A Story of a Cherrycake… One that Keeps Getting Remade and Rewritten.

William McGonagle
2 min readNov 28, 2023

Around this time last year, I wanted to build a programming language. It was a large task but I decided to commit myself.

Me, suddenly getting called by Cherrycake.

The first version was thrown together in Javascript and did not work. The same went for the second and third versions as well. I quickly found that there are only a few people who have ever built programming languages, and even fewer who have documented the process.

This lack of learning resources forced me to do something hard… stop and think. I drew out the language compiler as a machine, and split the insides into several parts: tokenizer, parser, tree shaker, etc.

I then got to work, building every part incrementally and testing each one individually. The final language compiler was done, and had features that I was quite proud of.

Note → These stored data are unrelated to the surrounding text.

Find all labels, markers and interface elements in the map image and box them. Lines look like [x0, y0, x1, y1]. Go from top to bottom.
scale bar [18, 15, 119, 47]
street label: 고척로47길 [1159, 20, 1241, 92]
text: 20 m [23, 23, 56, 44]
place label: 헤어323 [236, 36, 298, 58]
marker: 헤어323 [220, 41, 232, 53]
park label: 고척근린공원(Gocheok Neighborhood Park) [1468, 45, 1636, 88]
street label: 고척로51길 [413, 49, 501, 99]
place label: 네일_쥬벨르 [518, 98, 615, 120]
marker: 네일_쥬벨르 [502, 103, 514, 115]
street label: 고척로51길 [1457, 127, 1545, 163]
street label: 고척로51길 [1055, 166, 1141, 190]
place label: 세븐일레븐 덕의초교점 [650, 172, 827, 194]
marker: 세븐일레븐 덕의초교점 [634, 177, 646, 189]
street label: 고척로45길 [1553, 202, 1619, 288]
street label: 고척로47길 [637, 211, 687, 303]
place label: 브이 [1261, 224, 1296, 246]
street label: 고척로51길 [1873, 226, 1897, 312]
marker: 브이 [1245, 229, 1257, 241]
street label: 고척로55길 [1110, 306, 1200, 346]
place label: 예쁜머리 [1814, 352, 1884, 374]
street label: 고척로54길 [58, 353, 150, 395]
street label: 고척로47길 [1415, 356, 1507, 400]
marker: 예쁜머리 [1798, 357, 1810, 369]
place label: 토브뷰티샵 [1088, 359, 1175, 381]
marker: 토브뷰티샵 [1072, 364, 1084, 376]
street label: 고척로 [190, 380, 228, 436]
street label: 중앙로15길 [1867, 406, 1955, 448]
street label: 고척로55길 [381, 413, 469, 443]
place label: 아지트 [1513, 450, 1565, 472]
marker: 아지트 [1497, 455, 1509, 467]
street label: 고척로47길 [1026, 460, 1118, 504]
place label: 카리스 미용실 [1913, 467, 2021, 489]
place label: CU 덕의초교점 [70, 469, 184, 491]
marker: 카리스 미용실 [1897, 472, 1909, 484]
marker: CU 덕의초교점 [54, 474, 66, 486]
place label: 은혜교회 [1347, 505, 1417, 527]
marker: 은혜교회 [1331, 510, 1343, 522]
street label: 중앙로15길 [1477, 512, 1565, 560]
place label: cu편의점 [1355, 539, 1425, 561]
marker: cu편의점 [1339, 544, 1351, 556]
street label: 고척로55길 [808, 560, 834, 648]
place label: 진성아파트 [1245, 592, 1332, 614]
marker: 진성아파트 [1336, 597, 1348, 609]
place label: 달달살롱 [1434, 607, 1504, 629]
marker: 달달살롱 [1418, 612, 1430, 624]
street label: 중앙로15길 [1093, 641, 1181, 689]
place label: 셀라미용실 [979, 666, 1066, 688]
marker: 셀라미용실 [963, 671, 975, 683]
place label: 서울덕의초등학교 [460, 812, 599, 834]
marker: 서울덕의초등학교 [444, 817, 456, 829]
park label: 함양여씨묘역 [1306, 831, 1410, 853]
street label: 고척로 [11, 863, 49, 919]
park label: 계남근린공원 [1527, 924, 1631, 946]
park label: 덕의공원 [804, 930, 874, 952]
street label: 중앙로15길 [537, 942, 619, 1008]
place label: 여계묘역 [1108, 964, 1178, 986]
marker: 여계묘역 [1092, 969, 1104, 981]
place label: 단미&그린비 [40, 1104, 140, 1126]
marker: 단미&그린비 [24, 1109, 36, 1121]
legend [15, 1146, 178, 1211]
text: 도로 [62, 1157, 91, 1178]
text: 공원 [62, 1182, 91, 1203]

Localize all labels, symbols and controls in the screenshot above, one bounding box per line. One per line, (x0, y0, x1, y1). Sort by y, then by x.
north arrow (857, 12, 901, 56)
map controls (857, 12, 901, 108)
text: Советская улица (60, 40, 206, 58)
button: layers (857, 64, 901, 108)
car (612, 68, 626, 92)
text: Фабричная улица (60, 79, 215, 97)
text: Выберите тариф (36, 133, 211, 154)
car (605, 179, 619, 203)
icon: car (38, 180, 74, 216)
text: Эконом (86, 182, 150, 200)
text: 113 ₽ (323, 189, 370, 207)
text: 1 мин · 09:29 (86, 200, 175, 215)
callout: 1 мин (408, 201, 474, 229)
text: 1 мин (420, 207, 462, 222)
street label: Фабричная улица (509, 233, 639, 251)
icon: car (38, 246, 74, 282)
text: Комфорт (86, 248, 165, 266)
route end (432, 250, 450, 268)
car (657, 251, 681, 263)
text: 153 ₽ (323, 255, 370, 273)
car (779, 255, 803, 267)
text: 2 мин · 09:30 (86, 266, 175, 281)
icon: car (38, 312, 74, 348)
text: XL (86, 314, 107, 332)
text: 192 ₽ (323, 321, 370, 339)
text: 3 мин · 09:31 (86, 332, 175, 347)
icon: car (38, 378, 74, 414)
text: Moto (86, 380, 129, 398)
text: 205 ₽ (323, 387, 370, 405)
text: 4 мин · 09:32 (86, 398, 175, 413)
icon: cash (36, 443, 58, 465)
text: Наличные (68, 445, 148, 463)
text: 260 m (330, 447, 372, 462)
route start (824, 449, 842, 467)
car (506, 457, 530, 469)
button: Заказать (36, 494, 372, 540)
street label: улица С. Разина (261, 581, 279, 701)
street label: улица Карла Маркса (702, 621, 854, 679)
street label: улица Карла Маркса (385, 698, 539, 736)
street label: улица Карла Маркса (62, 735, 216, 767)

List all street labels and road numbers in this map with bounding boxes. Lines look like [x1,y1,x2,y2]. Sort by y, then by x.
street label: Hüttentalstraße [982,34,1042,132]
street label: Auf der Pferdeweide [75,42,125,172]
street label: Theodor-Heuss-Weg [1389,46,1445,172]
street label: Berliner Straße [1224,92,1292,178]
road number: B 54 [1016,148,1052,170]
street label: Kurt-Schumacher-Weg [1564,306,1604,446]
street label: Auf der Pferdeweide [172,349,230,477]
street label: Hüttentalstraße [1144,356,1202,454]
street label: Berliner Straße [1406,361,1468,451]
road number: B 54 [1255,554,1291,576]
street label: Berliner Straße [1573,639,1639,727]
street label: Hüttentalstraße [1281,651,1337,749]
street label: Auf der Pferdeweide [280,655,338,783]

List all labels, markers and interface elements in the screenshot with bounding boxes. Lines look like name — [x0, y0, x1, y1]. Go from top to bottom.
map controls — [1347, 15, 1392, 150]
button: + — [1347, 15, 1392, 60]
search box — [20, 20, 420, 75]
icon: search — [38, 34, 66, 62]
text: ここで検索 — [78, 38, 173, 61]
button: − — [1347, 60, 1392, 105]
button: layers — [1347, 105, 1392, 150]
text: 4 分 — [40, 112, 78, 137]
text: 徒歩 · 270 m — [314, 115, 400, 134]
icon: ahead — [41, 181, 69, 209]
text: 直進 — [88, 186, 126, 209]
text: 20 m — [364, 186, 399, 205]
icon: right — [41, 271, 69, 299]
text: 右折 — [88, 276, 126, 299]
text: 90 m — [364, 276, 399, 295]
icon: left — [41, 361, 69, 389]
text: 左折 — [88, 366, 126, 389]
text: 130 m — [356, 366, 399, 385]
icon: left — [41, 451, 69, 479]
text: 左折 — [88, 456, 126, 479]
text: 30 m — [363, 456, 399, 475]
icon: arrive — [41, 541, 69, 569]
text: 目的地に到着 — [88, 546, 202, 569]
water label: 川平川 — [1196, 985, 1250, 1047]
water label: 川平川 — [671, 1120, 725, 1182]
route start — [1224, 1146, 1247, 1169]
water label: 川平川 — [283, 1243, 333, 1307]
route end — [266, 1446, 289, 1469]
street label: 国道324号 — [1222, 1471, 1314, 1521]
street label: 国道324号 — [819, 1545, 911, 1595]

With a single command, I could generate documentation for an entire file of code– saving me hours of boring work. With just another command, I could ‘beautify’ my code– making it more readable and concise.

There was only one problem: I could run the code in interpreted mode but I could not compile it. To provide a half baked metaphor: compiled code is like sheet music– it’s pre-written, optimized, and efficient– whereas interpreted code is like improvisation– it’s dynamic, real-time, and can be played with anything.

After this problem came a bigger one– I had other projects to work on.

I’m not saying that I was not proud of what I built. In just a month, I joined a list of ~600 people in human history who have designed their own language– I was incredibly happy. And, much more important, I broke down a complex task and persisted– with a finished product in the end.

And a year later– Now, I’m coming back to it. I’m doing something incredibly stupid and hard… I’m building Cherrycake in Cherrycake. I’ll be documenting the process in a simple-ish way on the blog, and hopefully will have a finished version soon.

My experience moving from a junior to senior developer.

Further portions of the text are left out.